- **ASSIGNMENT**
In the data that follows, find the line with "position:absolute; height:42px; border-radius:9px;"; transcribe it, every later line up to the one with "position:absolute; width:18px; height:36px;", and that line as well, exactly and with no others.

- **RECORDS TO USE**

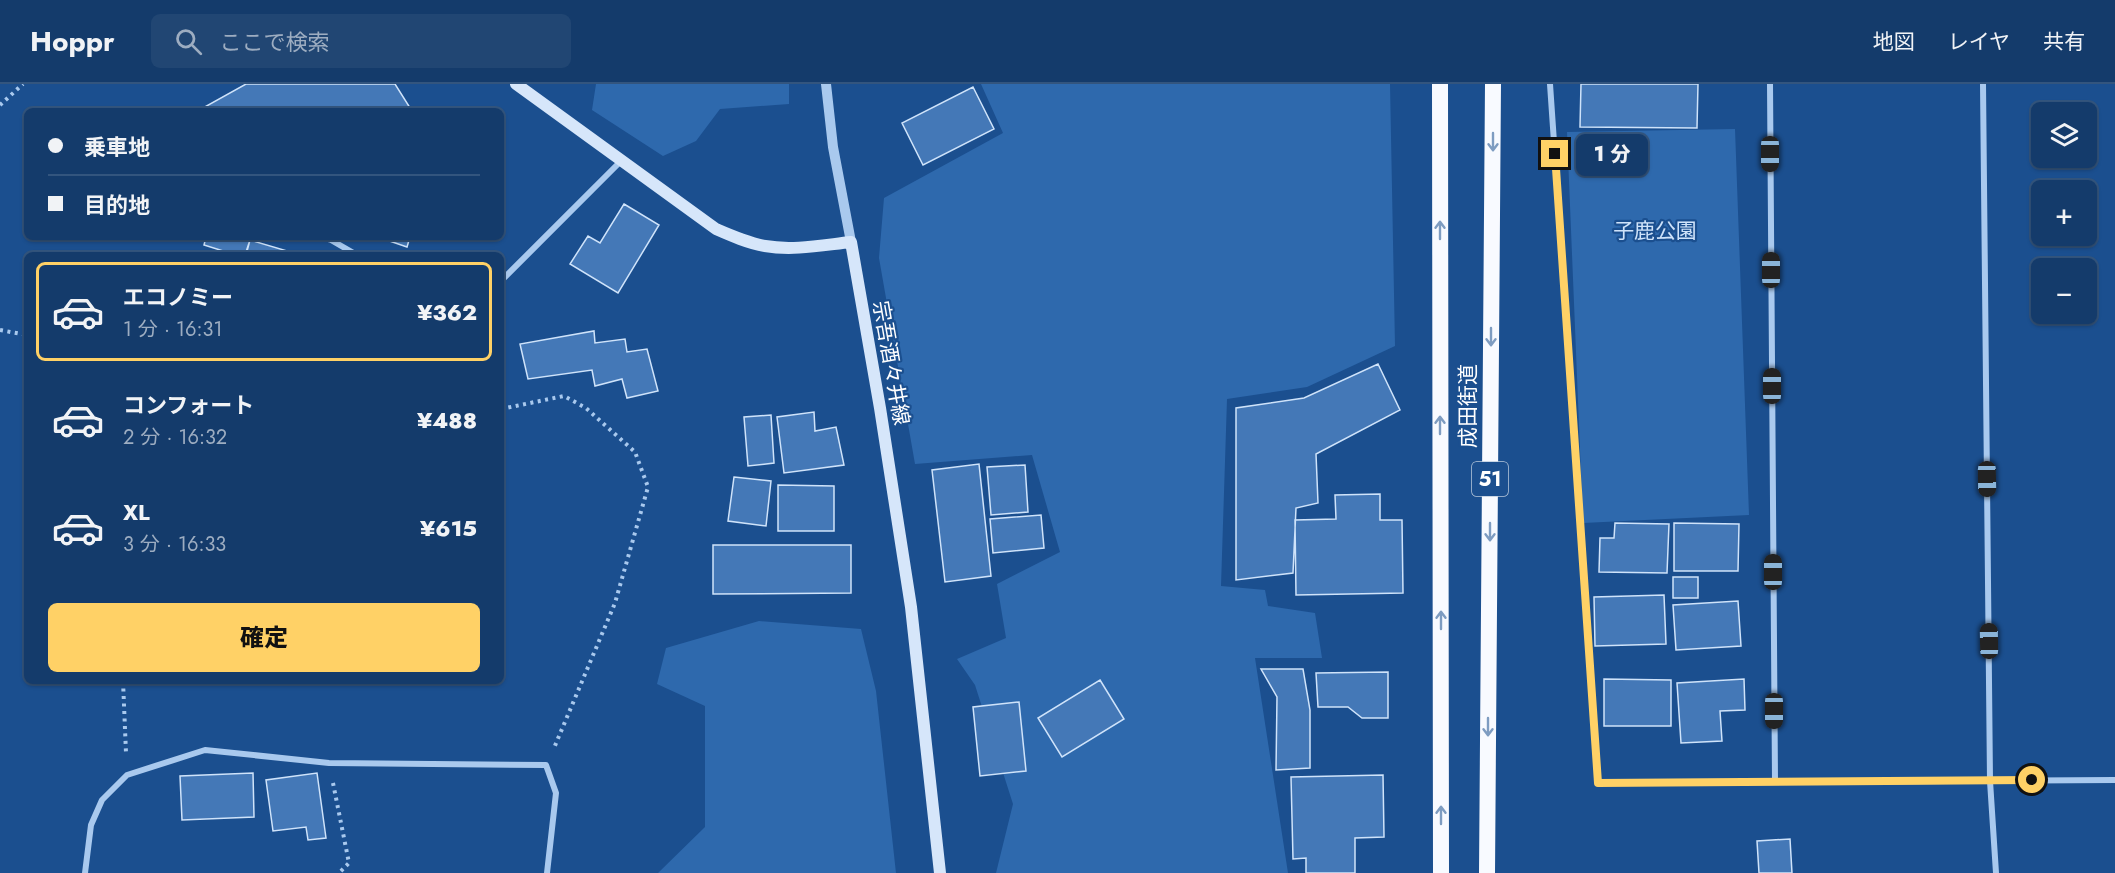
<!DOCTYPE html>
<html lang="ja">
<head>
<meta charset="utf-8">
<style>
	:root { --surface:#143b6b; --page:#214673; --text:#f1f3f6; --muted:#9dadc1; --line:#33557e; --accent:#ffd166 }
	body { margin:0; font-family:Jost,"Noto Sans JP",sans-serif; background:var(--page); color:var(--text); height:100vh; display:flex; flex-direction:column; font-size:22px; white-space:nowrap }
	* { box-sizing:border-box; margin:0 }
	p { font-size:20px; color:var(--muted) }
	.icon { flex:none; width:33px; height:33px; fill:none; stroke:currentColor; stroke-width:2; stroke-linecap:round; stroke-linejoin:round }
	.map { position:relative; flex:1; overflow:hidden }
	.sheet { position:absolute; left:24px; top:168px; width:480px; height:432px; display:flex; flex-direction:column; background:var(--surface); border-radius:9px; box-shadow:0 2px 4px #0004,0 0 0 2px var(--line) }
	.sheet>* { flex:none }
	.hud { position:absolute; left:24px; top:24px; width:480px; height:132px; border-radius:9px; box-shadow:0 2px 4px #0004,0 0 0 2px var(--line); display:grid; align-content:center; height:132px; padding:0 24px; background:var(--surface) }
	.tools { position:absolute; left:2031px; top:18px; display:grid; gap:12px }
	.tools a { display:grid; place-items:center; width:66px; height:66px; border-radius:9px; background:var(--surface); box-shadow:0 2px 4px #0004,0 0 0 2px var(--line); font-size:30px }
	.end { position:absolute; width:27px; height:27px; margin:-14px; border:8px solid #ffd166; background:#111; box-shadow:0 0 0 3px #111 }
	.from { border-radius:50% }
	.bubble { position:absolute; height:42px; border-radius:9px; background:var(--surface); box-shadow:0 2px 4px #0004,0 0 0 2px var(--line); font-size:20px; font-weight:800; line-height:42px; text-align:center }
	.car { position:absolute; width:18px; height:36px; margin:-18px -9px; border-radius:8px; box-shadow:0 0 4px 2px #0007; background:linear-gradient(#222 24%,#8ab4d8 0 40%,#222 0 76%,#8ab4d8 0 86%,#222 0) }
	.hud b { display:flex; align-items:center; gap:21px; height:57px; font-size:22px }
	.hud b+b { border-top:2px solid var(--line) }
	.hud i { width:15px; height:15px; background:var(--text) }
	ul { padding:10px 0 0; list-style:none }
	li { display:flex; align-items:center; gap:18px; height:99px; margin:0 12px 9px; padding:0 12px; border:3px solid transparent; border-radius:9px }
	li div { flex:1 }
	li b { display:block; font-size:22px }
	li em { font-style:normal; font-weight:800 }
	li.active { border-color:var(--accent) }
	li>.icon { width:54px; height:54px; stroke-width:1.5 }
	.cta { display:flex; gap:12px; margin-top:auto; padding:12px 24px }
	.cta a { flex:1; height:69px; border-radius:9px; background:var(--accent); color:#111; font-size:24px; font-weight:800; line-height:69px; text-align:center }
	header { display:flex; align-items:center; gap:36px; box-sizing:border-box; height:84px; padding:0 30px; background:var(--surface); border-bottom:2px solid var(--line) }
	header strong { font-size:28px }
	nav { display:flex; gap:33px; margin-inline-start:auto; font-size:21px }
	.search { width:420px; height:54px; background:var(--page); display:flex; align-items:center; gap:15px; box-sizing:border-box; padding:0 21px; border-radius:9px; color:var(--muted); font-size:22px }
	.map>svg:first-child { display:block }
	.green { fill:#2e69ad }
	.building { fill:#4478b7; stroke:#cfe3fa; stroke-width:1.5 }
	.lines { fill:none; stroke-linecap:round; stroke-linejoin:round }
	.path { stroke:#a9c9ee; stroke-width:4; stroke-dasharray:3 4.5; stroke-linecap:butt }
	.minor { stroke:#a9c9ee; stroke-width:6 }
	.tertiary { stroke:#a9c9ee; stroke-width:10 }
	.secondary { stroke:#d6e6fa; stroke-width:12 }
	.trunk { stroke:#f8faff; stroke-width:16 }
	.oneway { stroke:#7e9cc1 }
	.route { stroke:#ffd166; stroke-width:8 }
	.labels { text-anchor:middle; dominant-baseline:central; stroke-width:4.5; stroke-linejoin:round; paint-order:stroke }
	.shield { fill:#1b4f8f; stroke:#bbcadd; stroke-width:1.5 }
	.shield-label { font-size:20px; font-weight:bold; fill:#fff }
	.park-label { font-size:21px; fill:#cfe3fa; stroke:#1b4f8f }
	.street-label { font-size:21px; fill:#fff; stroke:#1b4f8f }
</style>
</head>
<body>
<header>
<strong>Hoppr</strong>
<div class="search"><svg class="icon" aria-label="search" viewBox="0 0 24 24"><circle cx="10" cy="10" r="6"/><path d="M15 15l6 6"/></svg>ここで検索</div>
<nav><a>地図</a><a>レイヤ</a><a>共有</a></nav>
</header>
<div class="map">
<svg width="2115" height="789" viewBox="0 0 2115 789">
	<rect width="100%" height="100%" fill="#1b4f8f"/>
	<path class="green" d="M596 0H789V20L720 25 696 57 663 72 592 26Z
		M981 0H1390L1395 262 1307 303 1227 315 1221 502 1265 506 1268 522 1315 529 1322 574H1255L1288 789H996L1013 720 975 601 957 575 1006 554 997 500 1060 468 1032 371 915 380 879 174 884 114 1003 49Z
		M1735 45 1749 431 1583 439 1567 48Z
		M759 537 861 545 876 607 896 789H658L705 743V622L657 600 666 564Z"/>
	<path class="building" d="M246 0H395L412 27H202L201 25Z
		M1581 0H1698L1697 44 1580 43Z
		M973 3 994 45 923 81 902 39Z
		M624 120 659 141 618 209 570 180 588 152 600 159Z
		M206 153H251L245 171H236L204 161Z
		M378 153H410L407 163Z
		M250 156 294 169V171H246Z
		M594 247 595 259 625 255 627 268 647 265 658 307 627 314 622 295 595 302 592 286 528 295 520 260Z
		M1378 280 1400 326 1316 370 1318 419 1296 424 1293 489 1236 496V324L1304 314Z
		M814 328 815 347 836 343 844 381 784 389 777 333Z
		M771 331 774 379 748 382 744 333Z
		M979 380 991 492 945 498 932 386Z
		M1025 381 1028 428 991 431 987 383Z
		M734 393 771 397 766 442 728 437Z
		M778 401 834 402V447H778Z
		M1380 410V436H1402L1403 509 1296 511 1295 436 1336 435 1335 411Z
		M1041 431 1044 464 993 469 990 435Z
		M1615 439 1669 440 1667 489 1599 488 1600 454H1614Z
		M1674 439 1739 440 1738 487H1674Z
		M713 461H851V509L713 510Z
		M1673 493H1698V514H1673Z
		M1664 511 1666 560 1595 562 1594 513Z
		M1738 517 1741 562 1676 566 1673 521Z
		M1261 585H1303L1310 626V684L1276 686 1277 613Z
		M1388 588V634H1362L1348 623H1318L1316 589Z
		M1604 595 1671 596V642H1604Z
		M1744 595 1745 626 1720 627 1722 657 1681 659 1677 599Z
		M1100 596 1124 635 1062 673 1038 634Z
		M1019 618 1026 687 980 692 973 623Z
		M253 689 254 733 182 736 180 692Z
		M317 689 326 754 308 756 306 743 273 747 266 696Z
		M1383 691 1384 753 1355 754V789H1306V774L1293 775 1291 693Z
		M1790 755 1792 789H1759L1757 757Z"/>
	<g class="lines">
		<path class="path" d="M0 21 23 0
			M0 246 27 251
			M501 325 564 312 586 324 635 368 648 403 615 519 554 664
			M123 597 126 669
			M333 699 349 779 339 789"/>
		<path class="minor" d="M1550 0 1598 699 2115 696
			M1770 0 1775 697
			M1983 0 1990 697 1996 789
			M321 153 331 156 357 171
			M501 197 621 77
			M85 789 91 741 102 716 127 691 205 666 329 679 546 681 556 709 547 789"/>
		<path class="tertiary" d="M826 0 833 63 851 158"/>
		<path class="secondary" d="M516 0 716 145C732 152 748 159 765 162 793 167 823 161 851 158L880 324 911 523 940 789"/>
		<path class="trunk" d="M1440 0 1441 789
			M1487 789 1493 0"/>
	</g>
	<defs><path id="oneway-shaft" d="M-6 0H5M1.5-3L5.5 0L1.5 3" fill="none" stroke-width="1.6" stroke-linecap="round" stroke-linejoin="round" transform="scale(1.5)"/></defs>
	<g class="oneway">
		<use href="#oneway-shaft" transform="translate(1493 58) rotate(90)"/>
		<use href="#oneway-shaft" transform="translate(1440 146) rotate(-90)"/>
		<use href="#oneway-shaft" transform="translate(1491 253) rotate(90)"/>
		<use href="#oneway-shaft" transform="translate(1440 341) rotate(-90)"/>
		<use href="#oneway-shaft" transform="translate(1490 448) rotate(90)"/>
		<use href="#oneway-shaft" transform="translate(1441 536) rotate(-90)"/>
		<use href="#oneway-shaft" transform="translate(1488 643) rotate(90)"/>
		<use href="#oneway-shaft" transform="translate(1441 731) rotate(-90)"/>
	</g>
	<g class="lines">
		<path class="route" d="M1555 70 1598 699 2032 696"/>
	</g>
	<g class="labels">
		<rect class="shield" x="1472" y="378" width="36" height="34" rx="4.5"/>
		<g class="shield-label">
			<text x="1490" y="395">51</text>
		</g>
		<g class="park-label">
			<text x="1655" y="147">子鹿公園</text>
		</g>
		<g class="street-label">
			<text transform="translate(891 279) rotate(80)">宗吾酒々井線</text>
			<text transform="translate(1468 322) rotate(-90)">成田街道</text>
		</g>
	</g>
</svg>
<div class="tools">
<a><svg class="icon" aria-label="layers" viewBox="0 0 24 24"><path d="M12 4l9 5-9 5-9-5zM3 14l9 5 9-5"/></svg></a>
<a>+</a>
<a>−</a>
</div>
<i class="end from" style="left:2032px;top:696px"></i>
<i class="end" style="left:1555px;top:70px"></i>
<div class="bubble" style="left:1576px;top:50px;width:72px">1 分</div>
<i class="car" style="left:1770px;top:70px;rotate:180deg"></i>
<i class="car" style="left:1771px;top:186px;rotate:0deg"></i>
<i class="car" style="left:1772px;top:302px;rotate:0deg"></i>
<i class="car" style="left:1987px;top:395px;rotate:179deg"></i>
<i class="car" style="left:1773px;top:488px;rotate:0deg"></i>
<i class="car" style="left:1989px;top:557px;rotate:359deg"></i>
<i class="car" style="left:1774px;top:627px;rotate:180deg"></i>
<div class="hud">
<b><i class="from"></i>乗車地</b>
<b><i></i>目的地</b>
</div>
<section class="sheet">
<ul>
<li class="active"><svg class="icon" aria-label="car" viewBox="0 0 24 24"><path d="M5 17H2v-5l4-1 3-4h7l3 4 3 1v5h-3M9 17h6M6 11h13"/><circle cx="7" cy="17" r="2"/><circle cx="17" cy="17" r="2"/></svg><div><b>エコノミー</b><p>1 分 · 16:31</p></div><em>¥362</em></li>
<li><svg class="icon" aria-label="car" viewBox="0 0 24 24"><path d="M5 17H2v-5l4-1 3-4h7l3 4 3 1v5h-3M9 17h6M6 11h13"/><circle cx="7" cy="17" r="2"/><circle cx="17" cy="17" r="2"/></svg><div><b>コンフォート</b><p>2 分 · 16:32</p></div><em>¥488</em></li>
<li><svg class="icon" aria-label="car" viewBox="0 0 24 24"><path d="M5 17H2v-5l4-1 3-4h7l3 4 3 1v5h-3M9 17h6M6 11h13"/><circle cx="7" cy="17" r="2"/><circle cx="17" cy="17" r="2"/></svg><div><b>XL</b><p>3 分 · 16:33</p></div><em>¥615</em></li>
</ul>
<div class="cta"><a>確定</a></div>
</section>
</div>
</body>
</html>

- **SOLUTION TO THE PROBLEM**
	.bubble { position:absolute; height:42px; border-radius:9px; background:var(--surface); box-shadow:0 2px 4px #0004,0 0 0 2px var(--line); font-size:20px; font-weight:800; line-height:42px; text-align:center }
	.car { position:absolute; width:18px; height:36px; margin:-18px -9px; border-radius:8px; box-shadow:0 0 4px 2px #0007; background:linear-gradient(#222 24%,#8ab4d8 0 40%,#222 0 76%,#8ab4d8 0 86%,#222 0) }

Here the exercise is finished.